Magari non tutto il male verrà per nuocere e anche voi vi scoprirete grandi artisti in grado di sondare e descrivere gli antri più bui e penosi della natura umana. Voi starete da cani ma i posteri ringrazieranno voi e la vostra gardenia.

Io ho 3 di queste piante. Una non fiorisce da tre anni, sta male e tutte le volte che la contemplo mi viene il magone e mi sembra di sentirla sussurrare “ammazzami per pietà”. Un’altra sta molto meglio: vivacchia egregiamente in un mirabile, funambolico equilibrio tra funghi, clorosi ferrica, virus e depressione (mia, appena la guardo). L’ultima, devo dire, sta benone, ma è giovane, e sospetto che stia elaborando un malefico business plan di malattie assortite per tormentarmi tra qui e il 2020, data in cui ha deciso di spirare… ma non riuscirà a portare a termine il suo esecrabile piano: alla prima foglia gialla che oserà esporre, giuro che vado a seppellirla fuori città.

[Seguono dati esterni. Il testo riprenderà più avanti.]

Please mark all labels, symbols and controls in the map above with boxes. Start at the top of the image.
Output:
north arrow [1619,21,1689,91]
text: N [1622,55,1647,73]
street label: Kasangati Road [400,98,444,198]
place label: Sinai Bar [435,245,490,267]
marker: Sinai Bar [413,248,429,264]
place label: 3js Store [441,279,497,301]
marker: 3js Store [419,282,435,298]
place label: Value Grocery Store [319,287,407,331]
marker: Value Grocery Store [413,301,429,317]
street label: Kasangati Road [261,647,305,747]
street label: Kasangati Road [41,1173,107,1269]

La gardenia è molto, molto diffusa. Il suo fiore è famosissimo per la bellezza e per il profumo molto simile a quello del gelsomino. La specie più famosa del genere gardenia, nome coniato in onore del naturalista Alexander Garden, è la G. jasminoides che fu importata in Europa dall’Asia nel 1761.

E’ pianta adatta agli stessi siti congeniali ai rododendri e alle camelie. Quindi se per bizzarre ragioni vostre aveste in uggia queste ultime due nobili cugine la gardenia farà al caso vostro. E per amore di verità bisogna anche ammettere che la gardenia ha un profumo che le varie camelie, azalee e kalmie si sognano.

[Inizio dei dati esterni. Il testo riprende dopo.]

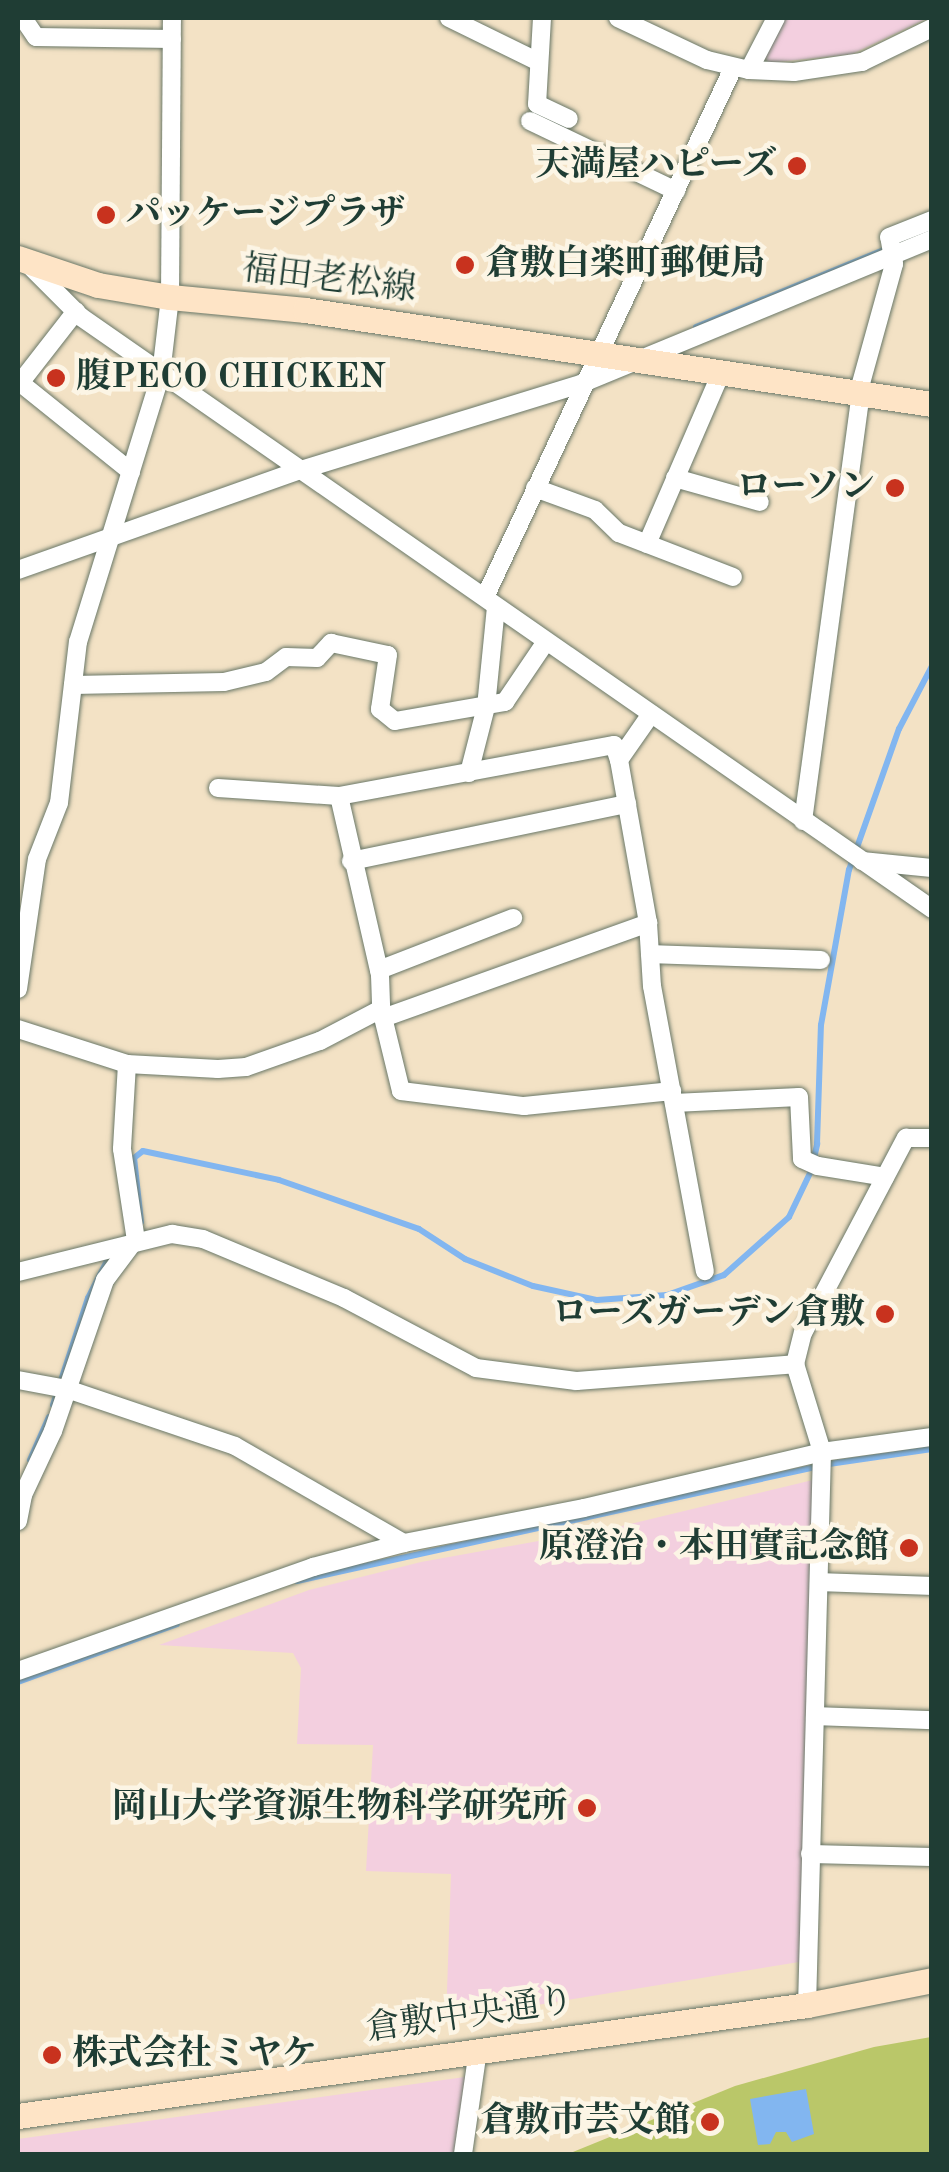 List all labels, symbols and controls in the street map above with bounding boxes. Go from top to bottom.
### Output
place label: 天満屋ハピーズ [533,145,777,187]
marker: 天満屋ハピーズ [786,155,808,177]
place label: パッケージプラザ [126,194,406,236]
marker: パッケージプラザ [95,204,117,226]
place label: 倉敷白楽町郵便局 [485,244,765,286]
street label: 福田老松線 [240,248,418,312]
marker: 倉敷白楽町郵便局 [454,254,476,276]
place label: 腹PECO CHICKEN [76,357,386,399]
marker: 腹PECO CHICKEN [45,367,67,389]
place label: ローソン [735,467,875,509]
marker: ローソン [884,477,906,499]
place label: ローズガーデン倉敷 [550,1293,865,1335]
marker: ローズガーデン倉敷 [874,1303,896,1325]
place label: 原澄治・本田實記念館 [539,1527,889,1569]
marker: 原澄治・本田實記念館 [898,1537,920,1559]
place label: 岡山大学資源生物科学研究所 [112,1787,567,1829]
marker: 岡山大学資源生物科学研究所 [576,1797,598,1819]
street label: 倉敷中央通り [363,1981,577,2051]
place label: 株式会社ミヤケ [72,2034,317,2076]
marker: 株式会社ミヤケ [41,2044,63,2066]
place label: 倉敷市芸文館 [480,2101,690,2143]
marker: 倉敷市芸文館 [699,2111,721,2133]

Insomma se amate il rischio, il profumo di gelsomino e avete una certa propensione a fare l’infermiere, passando le ore a cercare di capire che cosa mai affligge la vostra beneamata gardenia, è pianta adatta a voi.

Un’ultima cosa: mi rendo conto che l’Orto botanico non hai mai preso posizione contro una pianta come questa volta. Per questo anticipatamente ci (e qui vigliaccamente uso il plurale) scusiamo con tutti quei lettori e quelle lettrici che questa pianta la amano alla follia e che si sono risentiti per i toni bruschi usati per descriverla. Ma una piccola giustificazione vogliamo (e daje col plurale, brutto fifone) darcela: le piante sono vive e ognuna con un suo carattere specifico e per questo, crediamo, passibili di critiche e di preferenze.

E se ci si pensa il bello dei giardini è, o dovrebbe essere, proprio questo: che la soggettività dei gusti di chi li accudisce amorevolmente siano in esso riflessi. Anche se, il folle, preferisce le gardenie alle camelie…

In that case, dear reader, good luck!